▸ Source material
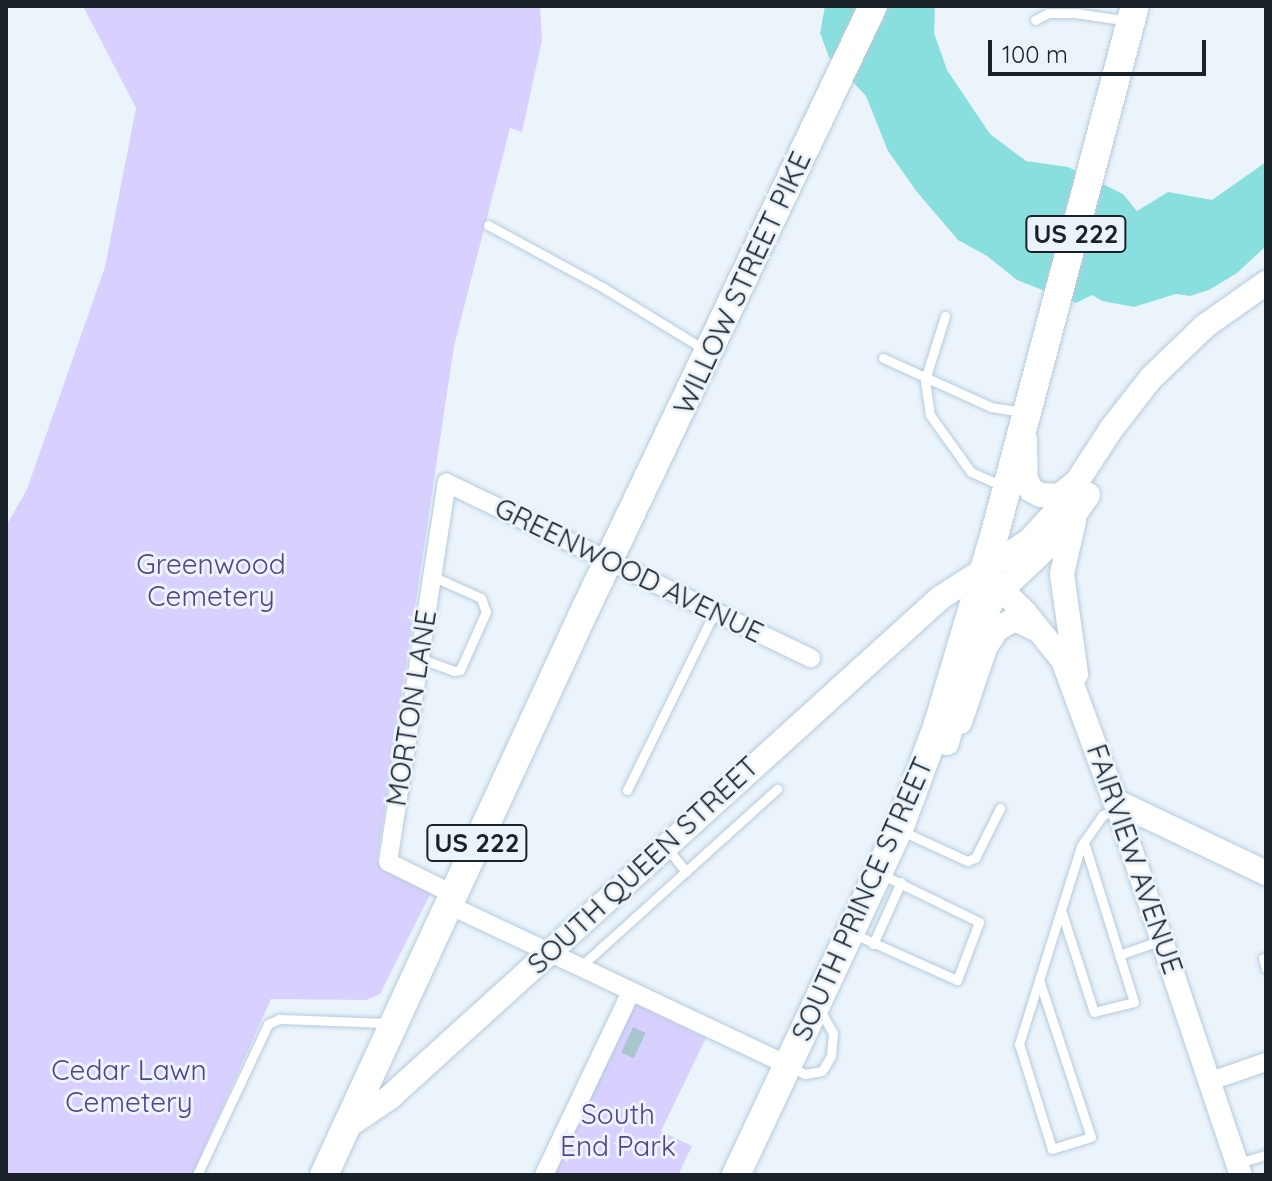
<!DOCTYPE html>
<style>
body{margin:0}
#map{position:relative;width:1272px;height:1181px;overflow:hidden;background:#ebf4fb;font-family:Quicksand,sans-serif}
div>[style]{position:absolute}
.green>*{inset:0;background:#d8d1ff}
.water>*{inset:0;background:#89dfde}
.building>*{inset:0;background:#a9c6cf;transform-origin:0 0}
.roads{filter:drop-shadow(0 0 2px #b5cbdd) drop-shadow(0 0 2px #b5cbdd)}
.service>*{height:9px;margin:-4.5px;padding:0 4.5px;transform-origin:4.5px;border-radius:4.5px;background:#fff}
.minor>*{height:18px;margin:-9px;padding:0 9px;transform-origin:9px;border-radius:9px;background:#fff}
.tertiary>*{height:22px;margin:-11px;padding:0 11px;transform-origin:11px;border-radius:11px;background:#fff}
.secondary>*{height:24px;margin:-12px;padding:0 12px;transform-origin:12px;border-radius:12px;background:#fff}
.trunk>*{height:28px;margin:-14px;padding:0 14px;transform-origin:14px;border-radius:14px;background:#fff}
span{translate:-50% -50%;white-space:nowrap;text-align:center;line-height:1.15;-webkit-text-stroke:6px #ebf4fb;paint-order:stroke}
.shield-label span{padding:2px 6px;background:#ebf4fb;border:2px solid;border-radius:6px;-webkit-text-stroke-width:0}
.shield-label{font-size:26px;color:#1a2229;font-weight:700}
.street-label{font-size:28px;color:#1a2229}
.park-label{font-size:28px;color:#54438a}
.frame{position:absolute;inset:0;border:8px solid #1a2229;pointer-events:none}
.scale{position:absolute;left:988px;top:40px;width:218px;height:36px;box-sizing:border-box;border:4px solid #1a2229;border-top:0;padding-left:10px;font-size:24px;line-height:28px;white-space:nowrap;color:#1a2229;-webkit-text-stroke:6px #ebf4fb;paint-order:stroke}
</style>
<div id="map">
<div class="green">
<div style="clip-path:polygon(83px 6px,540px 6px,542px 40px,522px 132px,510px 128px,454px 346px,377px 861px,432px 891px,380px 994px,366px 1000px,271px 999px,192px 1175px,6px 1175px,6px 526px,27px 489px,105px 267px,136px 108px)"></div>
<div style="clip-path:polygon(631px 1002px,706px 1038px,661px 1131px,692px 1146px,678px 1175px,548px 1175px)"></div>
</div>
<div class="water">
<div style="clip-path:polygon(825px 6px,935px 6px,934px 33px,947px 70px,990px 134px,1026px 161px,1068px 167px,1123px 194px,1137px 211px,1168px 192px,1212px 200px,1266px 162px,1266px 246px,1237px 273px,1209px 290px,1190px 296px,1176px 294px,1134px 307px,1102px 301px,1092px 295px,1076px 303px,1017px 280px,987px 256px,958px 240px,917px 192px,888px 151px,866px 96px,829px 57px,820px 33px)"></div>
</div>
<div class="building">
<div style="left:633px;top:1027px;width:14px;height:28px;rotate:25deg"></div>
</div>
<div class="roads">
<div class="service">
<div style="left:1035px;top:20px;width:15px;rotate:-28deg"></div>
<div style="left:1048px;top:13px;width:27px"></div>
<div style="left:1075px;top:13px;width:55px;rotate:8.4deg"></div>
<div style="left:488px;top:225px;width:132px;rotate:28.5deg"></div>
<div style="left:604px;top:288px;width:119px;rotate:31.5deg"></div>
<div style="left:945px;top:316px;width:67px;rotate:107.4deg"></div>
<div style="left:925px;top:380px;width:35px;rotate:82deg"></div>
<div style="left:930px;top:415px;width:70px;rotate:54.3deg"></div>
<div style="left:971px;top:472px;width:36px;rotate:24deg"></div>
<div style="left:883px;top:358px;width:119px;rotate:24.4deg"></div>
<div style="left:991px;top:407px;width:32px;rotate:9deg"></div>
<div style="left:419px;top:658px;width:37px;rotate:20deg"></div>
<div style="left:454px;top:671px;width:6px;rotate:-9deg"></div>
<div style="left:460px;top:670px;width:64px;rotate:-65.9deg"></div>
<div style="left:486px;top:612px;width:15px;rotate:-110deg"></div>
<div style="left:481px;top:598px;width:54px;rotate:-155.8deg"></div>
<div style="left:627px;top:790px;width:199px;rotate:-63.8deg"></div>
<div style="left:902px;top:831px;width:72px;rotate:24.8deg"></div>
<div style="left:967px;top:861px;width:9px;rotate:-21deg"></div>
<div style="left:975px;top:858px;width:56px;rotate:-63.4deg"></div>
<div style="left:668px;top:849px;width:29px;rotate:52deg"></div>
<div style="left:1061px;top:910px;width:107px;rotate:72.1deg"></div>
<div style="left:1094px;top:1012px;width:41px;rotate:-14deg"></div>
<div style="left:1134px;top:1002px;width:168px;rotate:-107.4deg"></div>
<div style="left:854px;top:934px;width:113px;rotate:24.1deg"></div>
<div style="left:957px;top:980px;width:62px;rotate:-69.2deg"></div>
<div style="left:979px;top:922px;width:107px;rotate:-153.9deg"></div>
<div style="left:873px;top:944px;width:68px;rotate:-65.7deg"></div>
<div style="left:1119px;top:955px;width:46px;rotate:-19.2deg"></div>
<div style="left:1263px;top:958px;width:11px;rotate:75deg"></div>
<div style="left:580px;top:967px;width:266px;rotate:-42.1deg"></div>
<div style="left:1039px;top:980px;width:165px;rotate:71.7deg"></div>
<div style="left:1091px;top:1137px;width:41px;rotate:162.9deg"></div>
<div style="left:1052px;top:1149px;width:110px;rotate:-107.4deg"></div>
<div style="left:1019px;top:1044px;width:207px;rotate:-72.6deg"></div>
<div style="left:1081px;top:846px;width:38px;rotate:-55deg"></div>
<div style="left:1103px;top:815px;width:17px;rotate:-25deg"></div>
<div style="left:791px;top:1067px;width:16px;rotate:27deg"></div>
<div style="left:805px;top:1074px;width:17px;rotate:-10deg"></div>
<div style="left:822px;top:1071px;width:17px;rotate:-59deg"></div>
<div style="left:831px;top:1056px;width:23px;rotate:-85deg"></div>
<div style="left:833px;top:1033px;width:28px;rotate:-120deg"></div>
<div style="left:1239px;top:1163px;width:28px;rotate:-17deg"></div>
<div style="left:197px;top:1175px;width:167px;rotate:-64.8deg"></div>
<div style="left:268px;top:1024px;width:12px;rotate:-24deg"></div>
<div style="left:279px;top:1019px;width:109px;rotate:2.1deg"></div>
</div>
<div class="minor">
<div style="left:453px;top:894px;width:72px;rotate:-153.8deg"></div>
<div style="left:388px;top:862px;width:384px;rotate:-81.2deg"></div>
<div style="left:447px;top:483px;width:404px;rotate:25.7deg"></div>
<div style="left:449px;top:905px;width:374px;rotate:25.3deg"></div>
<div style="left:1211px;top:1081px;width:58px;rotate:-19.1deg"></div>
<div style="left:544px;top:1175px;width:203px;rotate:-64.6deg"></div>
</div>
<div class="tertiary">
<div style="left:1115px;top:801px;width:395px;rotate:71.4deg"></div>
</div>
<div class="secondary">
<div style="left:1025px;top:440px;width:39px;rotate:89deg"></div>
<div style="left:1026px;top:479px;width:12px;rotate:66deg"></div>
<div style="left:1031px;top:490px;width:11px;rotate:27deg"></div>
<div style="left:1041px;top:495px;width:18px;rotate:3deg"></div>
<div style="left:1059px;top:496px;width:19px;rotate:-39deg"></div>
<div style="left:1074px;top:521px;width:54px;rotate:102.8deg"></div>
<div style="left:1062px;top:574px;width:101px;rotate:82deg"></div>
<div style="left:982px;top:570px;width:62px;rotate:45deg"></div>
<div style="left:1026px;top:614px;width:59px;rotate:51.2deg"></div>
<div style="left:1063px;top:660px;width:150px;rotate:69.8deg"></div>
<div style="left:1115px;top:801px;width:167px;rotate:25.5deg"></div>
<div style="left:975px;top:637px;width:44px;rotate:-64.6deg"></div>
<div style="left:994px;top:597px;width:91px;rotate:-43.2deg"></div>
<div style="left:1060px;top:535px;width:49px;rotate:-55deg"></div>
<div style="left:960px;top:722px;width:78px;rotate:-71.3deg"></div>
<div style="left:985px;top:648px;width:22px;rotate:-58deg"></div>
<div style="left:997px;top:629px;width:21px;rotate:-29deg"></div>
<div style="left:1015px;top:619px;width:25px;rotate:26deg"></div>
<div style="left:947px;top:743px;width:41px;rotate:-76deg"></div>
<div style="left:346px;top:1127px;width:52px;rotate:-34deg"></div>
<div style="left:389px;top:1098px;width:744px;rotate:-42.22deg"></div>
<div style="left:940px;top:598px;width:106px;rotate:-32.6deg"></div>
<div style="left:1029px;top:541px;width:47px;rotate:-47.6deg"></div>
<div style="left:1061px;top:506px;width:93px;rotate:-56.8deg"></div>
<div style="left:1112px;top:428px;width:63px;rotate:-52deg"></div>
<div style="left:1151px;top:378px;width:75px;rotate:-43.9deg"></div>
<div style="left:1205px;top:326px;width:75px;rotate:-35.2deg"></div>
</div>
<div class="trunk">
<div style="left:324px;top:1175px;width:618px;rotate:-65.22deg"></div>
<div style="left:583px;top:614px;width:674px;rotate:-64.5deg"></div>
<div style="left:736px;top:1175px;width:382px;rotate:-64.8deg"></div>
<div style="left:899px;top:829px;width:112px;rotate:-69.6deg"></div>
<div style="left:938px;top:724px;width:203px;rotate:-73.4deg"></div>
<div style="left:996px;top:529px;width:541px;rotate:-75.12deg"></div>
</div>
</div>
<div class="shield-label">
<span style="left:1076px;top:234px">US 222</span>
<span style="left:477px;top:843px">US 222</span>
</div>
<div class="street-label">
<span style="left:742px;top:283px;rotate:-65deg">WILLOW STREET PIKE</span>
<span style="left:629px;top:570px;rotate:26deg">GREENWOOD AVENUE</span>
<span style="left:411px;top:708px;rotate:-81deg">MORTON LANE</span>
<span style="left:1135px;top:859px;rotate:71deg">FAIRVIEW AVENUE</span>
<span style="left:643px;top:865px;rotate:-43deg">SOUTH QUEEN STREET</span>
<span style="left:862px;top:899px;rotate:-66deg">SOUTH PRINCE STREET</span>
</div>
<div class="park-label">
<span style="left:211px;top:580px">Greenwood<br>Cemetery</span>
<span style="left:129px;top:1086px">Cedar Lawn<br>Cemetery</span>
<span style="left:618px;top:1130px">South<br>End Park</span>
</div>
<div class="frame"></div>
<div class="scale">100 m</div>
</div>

▸ Task prompt
Leave out the pictures, then repeat the listing above exactly from its first line to the line with "2px #b5cbdd) drop-shadow(0", inclusive.

▸ Task answer
<!DOCTYPE html>
<style>
body{margin:0}
#map{position:relative;width:1272px;height:1181px;overflow:hidden;background:#ebf4fb;font-family:Quicksand,sans-serif}
div>[style]{position:absolute}
.green>*{inset:0;background:#d8d1ff}
.water>*{inset:0;background:#89dfde}
.building>*{inset:0;background:#a9c6cf;transform-origin:0 0}
.roads{filter:drop-shadow(0 0 2px #b5cbdd) drop-shadow(0 0 2px #b5cbdd)}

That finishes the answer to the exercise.